Your assignment
Once you find the line with "What data does the street" in the entries below, return exactly every line from it through the line with "What data does the image".

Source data
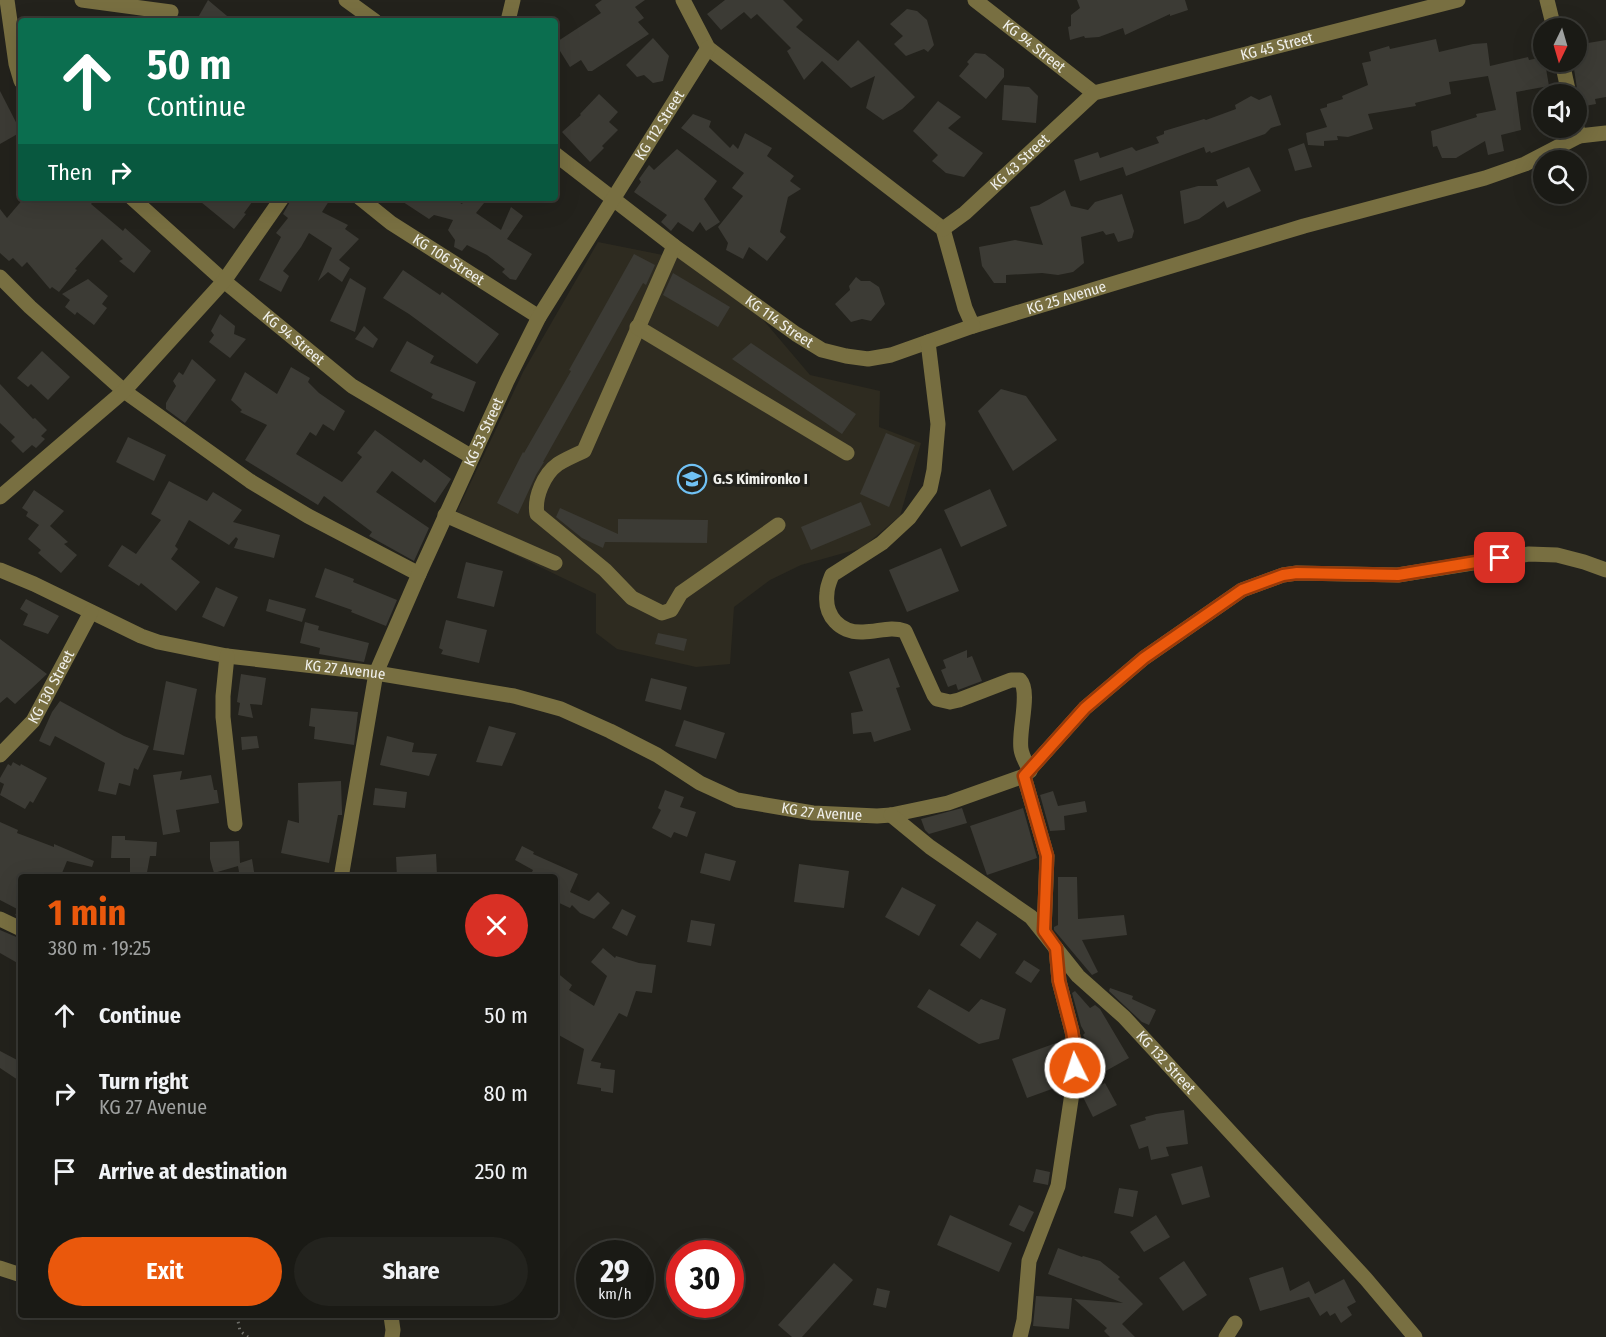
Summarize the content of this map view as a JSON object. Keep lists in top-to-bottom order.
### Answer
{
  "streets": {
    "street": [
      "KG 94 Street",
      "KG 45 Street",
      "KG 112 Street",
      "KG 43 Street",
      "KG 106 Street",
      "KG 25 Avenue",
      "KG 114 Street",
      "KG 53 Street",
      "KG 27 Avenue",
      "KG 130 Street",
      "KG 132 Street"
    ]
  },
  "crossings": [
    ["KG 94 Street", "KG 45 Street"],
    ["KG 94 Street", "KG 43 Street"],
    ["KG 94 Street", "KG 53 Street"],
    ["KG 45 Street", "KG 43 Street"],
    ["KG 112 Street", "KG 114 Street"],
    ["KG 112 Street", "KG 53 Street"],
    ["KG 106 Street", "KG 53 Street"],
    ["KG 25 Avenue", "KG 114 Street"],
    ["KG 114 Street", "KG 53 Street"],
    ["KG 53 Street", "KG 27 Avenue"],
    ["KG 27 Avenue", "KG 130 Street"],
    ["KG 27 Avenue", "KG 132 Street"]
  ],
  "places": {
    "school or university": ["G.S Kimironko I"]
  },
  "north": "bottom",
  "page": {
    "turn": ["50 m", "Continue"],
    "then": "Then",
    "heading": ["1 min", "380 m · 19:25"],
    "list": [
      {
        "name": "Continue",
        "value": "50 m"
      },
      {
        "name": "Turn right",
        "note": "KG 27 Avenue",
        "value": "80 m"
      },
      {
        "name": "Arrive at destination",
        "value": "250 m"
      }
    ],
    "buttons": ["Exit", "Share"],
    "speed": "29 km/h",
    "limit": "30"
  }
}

---

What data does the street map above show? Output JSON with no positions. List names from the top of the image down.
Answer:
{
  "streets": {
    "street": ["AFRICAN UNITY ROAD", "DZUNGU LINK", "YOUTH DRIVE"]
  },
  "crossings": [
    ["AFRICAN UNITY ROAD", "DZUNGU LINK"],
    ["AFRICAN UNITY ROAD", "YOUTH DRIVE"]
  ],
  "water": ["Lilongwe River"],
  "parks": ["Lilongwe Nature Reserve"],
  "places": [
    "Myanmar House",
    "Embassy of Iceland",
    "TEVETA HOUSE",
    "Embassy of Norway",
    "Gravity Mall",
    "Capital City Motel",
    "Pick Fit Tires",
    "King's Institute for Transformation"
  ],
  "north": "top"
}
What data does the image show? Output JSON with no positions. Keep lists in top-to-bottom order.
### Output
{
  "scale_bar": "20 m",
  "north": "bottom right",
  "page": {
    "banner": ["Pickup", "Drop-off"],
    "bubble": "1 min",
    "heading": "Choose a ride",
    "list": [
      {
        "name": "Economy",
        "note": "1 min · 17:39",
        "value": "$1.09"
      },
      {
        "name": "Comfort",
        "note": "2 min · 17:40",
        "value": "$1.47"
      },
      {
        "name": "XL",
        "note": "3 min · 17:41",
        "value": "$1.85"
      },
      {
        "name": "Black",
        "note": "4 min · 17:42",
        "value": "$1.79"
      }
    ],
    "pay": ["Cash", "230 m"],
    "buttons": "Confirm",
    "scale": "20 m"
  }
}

Answer section
What data does the street map above show? Output JSON with no positions. List names from the top of the image down.
Answer:
{
  "streets": {
    "street": ["AFRICAN UNITY ROAD", "DZUNGU LINK", "YOUTH DRIVE"]
  },
  "crossings": [
    ["AFRICAN UNITY ROAD", "DZUNGU LINK"],
    ["AFRICAN UNITY ROAD", "YOUTH DRIVE"]
  ],
  "water": ["Lilongwe River"],
  "parks": ["Lilongwe Nature Reserve"],
  "places": [
    "Myanmar House",
    "Embassy of Iceland",
    "TEVETA HOUSE",
    "Embassy of Norway",
    "Gravity Mall",
    "Capital City Motel",
    "Pick Fit Tires",
    "King's Institute for Transformation"
  ],
  "north": "top"
}
What data does the image show? Output JSON with no positions. Keep lists in top-to-bottom order.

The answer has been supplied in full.